Nell’intervista di copertina di 7, domani in edicola con il Corriere della Sera, la cantante nata a Firenze da genitori salentini («forse per questo non sento di appartenere davvero a nessun luogo»), racconta come ha superato il trauma del cancro alle ovaie, che l’ha costretta ad abbandonare le scene all’improvviso. «Non ho avuto timore di espormi troppo, condividendo con il pubblico la malattia: non potevo non dirlo, qualcuno aveva comprato voli e alberghi per esserci. Fosse capitato in un momento vuoto non avrei detto nulla». La paura («e c’è ancora, ogni tre mesi, quando devo fare le analisi»), la spavalderia per rimanere in piedi quando mancava la terra sotto i piedi («in sala operatoria sono entrata spaccona e baldanzosa») e la decisione di non tingersi più i capelli di biondo. «Dopo l’operazione i medici mi hanno detto di non farlo, così mi sono presa la libertà di metterli a riposo: potrei anche non tornare mai più bionda, mi basta sapere che sono bionda dentro».
Un’artista con un Dna da primadonna, come quelle protagoniste della mostra Sanremo 70, che racconta il Festival della Canzone Italiana delle ultime 69 edizioni attraverso il glamour degli abiti selezionati da Marvi De Angelis dello studio Marver: una carrellata di vestiti storici, raccontati in anteprima nel su 7, che saranno mostrati al pubblico domenica 2 febbraio al Forte Santa Tecla. Tra gli abiti che hanno fatto la storia dell’Ariston ci sono il vestito firmato Fernanda Gattinoni indossato da Flo Sandon’s nel 1953 e quello scelto da Iva Zanicchi nel 1969 realizzato da Gigliola Curiel. Pezzi del passato – come l’abito originale creato nel 1967 dalla sartoria Daphné per Dalida – e momenti iconici del presente, come il vestito con scollo a lancia Giorgio Armani Privé indossato nel 2018 da Michelle Hunziker.

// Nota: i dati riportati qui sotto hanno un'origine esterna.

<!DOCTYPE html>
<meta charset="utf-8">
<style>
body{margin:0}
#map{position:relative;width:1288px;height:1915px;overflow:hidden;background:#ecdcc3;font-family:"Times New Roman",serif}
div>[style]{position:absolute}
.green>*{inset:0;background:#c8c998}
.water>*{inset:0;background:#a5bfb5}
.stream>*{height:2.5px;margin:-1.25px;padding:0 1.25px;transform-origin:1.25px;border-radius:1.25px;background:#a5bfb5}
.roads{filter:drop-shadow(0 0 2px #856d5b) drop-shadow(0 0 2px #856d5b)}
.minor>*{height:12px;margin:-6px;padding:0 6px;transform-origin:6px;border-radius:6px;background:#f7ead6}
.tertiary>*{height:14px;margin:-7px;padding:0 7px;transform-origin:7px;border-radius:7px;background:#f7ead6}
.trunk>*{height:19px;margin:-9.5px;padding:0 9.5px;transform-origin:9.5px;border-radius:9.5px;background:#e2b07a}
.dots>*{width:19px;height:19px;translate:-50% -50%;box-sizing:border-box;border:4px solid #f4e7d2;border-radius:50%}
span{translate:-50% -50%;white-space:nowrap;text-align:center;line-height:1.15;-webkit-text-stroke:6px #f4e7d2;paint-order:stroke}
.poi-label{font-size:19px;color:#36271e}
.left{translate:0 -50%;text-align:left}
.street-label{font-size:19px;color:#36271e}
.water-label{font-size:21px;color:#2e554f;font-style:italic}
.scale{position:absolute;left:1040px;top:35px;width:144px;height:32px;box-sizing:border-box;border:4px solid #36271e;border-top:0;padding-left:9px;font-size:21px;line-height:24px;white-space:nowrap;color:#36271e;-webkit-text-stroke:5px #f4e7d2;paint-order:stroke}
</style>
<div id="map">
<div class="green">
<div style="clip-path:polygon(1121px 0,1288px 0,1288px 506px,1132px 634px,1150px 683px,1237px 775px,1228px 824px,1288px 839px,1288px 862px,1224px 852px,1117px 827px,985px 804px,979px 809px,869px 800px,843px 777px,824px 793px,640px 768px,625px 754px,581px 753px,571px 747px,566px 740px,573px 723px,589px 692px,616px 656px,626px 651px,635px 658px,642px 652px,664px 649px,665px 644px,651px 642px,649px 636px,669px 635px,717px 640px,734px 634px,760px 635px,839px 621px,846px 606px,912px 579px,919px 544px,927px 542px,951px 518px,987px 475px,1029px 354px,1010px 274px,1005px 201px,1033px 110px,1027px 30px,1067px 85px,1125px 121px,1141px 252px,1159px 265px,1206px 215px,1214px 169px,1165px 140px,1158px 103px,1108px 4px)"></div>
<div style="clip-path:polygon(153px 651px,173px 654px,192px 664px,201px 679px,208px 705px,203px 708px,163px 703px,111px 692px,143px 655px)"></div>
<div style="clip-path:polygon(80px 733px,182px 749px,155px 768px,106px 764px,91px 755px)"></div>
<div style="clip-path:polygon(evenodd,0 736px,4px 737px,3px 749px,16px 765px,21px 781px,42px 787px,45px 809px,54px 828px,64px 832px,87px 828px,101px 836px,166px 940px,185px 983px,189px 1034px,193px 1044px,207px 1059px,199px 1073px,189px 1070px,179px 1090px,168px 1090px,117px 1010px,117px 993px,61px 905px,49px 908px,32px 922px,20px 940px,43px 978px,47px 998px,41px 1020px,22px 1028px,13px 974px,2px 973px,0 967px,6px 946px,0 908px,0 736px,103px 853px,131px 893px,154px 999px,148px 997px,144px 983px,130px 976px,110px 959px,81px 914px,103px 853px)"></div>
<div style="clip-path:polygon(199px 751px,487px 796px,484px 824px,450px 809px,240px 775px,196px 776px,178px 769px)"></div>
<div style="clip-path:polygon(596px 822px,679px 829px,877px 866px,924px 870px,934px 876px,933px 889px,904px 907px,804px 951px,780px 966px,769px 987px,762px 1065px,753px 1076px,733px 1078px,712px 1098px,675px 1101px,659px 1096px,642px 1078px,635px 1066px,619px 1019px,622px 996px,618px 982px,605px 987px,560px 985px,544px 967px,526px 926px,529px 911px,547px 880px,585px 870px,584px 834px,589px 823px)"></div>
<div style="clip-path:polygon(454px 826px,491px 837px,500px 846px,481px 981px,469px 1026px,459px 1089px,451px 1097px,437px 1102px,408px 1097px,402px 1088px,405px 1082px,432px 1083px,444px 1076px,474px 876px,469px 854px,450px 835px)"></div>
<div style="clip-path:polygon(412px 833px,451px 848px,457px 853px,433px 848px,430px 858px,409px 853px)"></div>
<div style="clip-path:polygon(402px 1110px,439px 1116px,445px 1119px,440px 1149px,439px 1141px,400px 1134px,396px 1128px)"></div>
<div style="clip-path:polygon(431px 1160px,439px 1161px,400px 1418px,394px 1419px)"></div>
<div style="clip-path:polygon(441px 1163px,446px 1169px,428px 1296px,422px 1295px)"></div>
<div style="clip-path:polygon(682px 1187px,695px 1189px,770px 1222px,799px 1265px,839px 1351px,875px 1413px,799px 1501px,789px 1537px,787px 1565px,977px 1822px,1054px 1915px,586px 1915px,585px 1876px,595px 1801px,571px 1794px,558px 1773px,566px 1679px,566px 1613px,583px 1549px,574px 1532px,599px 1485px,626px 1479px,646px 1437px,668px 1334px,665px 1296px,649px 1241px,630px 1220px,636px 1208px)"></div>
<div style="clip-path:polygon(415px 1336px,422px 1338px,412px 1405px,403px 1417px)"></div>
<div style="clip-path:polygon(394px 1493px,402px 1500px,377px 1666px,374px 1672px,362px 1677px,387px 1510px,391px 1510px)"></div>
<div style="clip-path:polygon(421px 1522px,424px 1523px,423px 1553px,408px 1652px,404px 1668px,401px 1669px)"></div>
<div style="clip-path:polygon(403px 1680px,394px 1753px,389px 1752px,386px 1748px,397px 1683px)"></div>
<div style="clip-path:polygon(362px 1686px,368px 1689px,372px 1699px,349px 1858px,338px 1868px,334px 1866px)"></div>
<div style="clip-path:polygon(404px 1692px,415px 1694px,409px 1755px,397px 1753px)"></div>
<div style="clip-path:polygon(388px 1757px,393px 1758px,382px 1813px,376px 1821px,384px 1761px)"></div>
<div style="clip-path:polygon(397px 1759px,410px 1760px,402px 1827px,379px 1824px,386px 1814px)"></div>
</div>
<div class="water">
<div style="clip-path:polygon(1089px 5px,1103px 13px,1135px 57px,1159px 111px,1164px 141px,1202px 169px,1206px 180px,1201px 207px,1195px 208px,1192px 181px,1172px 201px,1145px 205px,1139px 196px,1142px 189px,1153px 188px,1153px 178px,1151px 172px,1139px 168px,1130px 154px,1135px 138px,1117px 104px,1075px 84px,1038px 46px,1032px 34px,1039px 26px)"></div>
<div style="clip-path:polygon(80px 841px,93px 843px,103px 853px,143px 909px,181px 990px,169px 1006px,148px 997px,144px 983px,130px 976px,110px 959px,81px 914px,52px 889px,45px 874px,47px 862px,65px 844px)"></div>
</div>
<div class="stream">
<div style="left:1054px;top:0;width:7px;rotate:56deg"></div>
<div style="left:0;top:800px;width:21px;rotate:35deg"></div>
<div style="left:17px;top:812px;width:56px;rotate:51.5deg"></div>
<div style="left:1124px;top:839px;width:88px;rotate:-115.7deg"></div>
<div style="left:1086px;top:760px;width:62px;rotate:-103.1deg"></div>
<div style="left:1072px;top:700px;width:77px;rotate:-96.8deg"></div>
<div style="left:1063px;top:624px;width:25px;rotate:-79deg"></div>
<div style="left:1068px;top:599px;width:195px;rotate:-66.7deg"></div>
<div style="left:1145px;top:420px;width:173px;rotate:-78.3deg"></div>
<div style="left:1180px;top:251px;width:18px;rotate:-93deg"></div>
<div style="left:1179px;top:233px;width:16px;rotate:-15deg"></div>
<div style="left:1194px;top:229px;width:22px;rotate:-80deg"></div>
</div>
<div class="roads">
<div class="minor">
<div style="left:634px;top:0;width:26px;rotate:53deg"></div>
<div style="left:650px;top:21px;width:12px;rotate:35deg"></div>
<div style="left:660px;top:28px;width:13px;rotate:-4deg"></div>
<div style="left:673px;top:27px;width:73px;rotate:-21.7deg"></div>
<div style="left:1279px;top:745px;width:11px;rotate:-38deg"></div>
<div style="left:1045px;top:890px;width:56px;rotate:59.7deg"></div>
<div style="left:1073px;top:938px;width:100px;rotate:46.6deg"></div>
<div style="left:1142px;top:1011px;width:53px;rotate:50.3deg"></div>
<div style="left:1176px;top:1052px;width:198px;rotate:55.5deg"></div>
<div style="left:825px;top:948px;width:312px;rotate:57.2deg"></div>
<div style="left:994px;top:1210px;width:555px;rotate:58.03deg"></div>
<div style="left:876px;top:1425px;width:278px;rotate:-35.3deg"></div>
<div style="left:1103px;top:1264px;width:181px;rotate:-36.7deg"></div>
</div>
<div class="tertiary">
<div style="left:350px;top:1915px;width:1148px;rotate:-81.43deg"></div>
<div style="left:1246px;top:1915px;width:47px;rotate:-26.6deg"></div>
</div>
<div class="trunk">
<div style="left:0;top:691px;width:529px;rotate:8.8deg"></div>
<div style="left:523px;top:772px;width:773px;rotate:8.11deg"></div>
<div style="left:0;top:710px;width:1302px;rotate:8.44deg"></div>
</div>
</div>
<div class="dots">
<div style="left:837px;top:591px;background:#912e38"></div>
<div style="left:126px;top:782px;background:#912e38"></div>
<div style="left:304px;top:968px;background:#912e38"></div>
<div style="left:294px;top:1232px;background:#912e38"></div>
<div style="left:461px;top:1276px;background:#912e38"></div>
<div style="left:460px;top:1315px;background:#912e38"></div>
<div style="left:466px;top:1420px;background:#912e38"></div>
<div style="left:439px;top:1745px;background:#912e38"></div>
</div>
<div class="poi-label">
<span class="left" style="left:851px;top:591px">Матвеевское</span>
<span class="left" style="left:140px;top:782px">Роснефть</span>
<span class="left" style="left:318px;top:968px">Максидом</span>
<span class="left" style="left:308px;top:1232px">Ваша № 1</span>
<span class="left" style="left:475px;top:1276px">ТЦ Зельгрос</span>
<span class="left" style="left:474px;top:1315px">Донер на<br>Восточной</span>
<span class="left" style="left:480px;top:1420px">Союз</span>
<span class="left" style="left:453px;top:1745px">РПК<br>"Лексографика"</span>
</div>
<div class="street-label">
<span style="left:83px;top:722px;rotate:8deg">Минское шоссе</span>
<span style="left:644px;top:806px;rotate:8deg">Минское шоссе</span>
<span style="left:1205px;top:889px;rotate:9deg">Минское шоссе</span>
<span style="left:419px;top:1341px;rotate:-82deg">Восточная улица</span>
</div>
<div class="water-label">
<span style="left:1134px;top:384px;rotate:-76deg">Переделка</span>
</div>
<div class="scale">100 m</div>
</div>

Le donne sono al centro anche della storia che racconta la nuova vita dei caffè «misti» in Arabia Saudita: da Riad a Gedda si moltiplicano i locali dove uomini e donne possono sedersi insieme e chiacchierare. Una rivoluzione incoraggiata a Gedda dal figlio del re, Mohammad Bin Salman, diventato principe ereditario a soli 33 anni nel 2017, che ha detto di voler portare il suo Paese nel XXI secolo. Il numero di 7 torna sulla notizia rilanciata dal New York Times, ma in più accende i riflettori sulle contraddizioni di questo passaggio verso la modernità: il riferimento è agli arresti di giornalisti e dissidenti e soprattutto al caso eclatante del reporter Jamal Khashoggi, ucciso nel 2018 all’interno del consolato saudita di Istanbul per mano di quindici agenti arrivati in Turchia su due aerei privati.

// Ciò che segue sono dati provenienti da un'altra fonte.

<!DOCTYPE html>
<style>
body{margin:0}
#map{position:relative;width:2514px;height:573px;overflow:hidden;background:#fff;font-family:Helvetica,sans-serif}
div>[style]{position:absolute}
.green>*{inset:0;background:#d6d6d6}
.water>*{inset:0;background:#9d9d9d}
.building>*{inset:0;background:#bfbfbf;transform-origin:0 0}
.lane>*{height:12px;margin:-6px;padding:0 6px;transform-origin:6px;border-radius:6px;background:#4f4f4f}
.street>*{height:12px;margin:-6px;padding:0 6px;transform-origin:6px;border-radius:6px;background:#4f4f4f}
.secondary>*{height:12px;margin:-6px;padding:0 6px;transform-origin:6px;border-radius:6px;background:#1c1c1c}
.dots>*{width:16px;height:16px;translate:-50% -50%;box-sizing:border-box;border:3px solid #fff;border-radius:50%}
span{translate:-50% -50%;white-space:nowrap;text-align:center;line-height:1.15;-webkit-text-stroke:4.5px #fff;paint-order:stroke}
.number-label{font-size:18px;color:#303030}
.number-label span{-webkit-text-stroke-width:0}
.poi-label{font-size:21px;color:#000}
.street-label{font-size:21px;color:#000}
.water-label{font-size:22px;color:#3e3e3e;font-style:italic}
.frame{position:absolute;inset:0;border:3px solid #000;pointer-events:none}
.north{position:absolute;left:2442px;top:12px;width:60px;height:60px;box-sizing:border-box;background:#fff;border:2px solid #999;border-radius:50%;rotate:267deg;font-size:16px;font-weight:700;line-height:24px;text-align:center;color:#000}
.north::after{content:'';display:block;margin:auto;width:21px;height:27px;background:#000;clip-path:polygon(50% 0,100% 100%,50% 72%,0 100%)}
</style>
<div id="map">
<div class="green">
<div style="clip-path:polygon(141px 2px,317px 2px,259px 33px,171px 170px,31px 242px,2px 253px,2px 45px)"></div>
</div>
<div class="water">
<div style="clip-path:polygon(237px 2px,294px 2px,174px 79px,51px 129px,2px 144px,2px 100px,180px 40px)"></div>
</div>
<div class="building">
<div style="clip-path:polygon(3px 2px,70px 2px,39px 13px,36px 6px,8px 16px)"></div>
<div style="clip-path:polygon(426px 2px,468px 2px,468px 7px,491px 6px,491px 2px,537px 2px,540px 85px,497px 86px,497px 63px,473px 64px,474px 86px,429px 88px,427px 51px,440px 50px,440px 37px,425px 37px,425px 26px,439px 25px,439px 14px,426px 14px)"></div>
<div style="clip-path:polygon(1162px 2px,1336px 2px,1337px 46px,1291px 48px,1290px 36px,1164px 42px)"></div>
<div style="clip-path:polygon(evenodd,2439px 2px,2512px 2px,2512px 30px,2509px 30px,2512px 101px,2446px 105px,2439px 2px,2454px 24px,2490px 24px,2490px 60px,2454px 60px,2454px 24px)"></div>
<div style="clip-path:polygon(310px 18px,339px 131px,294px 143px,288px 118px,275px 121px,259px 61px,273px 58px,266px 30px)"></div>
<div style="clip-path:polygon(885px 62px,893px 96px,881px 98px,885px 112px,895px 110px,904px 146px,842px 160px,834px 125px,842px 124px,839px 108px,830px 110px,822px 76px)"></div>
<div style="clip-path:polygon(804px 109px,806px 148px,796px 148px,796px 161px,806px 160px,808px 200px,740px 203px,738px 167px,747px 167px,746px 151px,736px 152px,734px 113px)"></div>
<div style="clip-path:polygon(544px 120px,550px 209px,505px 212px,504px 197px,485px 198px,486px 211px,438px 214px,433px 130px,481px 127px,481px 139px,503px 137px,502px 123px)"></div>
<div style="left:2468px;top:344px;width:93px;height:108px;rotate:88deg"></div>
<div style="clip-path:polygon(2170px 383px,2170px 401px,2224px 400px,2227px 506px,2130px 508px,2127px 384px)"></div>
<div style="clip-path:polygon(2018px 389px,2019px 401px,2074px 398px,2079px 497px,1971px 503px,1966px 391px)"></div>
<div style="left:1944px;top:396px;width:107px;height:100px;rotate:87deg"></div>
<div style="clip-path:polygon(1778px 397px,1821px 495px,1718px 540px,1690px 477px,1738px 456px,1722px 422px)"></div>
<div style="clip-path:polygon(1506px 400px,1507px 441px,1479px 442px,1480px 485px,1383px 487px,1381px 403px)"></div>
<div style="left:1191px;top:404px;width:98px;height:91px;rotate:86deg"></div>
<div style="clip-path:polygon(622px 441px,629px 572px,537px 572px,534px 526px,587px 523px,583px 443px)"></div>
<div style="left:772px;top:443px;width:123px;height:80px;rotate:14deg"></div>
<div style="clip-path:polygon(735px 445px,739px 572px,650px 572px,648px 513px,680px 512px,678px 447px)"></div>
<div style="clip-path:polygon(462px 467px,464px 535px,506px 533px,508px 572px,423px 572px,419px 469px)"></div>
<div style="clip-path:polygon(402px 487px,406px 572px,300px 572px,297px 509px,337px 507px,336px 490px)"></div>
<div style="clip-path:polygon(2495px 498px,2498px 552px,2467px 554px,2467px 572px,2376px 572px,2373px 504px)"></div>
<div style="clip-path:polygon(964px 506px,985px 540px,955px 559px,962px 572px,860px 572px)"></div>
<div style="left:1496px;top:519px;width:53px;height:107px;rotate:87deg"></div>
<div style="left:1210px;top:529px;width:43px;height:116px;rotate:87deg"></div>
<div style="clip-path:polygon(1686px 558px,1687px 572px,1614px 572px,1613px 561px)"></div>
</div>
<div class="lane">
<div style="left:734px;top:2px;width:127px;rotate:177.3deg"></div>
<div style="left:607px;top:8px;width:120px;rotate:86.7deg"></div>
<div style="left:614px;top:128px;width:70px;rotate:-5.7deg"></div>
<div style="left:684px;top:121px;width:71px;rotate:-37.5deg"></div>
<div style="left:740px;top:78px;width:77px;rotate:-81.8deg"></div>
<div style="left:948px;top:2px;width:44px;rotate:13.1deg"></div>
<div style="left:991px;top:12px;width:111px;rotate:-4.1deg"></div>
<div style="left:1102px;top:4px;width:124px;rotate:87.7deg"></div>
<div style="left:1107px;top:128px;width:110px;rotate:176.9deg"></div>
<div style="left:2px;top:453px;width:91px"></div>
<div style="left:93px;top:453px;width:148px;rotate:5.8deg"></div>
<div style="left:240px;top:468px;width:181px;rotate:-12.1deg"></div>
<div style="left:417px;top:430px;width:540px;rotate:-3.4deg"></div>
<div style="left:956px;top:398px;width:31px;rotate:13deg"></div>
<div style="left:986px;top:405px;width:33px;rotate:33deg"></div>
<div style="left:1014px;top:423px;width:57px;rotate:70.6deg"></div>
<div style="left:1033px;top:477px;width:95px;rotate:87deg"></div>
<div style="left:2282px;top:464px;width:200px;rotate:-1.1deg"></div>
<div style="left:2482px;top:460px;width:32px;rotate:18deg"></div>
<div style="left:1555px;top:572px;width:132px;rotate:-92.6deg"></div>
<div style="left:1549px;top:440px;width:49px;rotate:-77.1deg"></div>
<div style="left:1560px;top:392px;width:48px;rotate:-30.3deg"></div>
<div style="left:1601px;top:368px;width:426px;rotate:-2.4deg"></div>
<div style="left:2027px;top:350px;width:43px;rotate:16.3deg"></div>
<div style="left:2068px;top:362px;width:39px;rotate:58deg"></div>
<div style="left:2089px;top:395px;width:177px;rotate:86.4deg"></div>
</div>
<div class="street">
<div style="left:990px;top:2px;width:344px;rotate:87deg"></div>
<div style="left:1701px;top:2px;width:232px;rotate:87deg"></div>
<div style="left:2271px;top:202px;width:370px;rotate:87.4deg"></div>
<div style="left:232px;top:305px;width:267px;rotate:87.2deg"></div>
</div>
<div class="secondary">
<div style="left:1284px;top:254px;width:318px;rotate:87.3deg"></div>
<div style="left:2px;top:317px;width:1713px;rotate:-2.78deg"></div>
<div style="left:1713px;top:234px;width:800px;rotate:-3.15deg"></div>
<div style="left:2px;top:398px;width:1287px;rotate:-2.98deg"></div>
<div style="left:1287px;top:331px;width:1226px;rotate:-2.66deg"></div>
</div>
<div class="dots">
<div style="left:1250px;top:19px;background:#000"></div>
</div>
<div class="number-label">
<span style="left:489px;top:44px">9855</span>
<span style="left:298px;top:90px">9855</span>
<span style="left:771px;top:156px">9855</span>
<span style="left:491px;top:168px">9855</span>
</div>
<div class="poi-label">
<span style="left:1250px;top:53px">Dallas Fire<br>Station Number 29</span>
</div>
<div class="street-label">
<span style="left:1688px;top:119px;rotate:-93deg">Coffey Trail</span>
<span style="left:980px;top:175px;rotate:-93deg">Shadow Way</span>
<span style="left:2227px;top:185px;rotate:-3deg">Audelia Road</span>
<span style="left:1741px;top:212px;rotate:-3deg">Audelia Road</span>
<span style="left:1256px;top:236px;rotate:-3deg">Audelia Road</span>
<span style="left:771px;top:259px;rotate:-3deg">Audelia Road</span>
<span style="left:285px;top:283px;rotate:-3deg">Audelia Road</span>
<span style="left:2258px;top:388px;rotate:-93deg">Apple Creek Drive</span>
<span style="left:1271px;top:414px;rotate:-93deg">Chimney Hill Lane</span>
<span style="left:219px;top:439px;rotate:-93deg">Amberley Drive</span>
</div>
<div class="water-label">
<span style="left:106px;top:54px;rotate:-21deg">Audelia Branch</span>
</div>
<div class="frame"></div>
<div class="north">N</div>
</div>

La ricerca della identità fa da sfondo anche alle pagine di scienza che stavolta indagano un fenomeno poco conosciuto, quello delle «chimere»: individui con due Dna, spesso causati dall’assorbimento di un embrione gemello morto da parte di quello superstite. Come ciò possa accadere è spiegato in maniera semplice e spiazzante da un biologo molecolare: i trapianti, ma (temporaneamente) anche una trasfusione di sangue, fanno sì che le cellule del paziente vengano sostituite con quelle del donatore. Casi rari ma non impossibili, che potrebbero anche coinvolgere i tribunali. Quando per decidere sulla innocenza o colpevolezza di un imputato viene ritenuto decisivo il materiale genetico.